This poem is written in the form of a sestina, with repeating end-words. The first stanza sets the pattern; each subsequent stanza recycles the words according to the one before, in this formula: 5, 2, 4, 3, 6, 1. Because the second-line word goes second in the next stanza as well, its position never changes. That word is "garden"--stable, reliable, unaltered.
The scene of the poem is the city written about by Lucian.
Abonoteichus - a dialogue
Scholarch:
By winds and waves that storm our coast for ages!
By sighing Aphrodite in her garden,
Where hast thou been my son, for there is fire
Deep in thine eyes, and strife upon thy temple?
What trial shakes thy soul with trembling atoms,
Sieging thy mind like a beleaguered city?
Ephebos:
I strain my limbs for use of all their atoms
And refuge take in this the soothing garden,
For multitudes are gathered at the temple
Where piled scrolls are ravaged in the fire!

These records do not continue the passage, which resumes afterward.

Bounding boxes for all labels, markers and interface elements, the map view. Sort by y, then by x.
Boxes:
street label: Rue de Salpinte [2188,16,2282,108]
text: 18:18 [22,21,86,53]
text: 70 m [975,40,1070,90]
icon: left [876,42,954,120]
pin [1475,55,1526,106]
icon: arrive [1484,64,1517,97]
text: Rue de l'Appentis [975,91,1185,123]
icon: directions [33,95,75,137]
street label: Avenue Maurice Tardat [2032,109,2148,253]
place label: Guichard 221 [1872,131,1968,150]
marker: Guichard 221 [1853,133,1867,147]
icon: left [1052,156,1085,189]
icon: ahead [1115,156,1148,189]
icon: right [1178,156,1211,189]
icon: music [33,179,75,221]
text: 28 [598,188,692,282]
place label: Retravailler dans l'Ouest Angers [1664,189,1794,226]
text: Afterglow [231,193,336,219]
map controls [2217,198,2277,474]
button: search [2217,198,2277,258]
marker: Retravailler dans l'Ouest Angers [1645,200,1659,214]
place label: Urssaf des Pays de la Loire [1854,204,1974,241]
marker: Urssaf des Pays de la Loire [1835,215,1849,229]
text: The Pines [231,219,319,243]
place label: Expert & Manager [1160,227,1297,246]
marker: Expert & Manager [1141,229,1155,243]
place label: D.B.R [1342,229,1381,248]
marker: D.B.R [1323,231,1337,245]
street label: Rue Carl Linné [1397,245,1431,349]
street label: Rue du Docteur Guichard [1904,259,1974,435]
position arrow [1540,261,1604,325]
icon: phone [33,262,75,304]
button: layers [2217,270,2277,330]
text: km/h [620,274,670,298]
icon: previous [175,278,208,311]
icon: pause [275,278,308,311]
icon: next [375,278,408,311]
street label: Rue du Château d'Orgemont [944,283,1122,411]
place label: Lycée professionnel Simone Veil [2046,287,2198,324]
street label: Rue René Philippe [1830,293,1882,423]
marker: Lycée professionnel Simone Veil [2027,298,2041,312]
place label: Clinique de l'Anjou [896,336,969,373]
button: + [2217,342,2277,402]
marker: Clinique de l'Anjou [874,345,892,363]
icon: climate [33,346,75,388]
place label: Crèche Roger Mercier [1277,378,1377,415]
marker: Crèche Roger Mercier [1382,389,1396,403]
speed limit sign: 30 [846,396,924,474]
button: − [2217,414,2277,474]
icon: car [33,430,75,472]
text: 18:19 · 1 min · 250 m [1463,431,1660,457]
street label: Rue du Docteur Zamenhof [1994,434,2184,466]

A sickness lies upon this seething city,
And men disgrace the memory of ages!
Scholarch:
Ah--is that all? Have ye not seen this city
Charméd by snakes, defiling grove and garden,
With grim religion spreading fast as fire?
Have ye not seen them lurking by that temple--
and of all sexes, qualities, and ages--
Who rain on Epicurus scorn like atoms?
Ephebos:
But can it have been so in all past ages?
Can truth have grown free only in a garden
Which ought by rights have garlanded a temple?
Will all mankind forsake that sacred fire,
Spurning pleasure--denying void and atoms?
Naught but Euxine waters would cleanse this city!
Scholarch:
Peace son! Their worth is measured not in atoms.
Some yet will seek true health, and this our garden
Will beckon them--a solitary fire
Against the darkness; a bright green-grass temple
Unroofed to starlight, shining like a city,
And crowned with all the wisdom of the ages!
Ephebos:
Wilt thou then that we leave for that city?
Scholarch:
And bear the fruit of peace from out this garden.
Ephebos:
Even into the shadow of that temple?
Scholarch:
For Epicurus, even unto fire.
Ephebos:
And make his wisdom echo through the ages--
Scholarch:
And calm that rage, that rends his scrolls to atoms.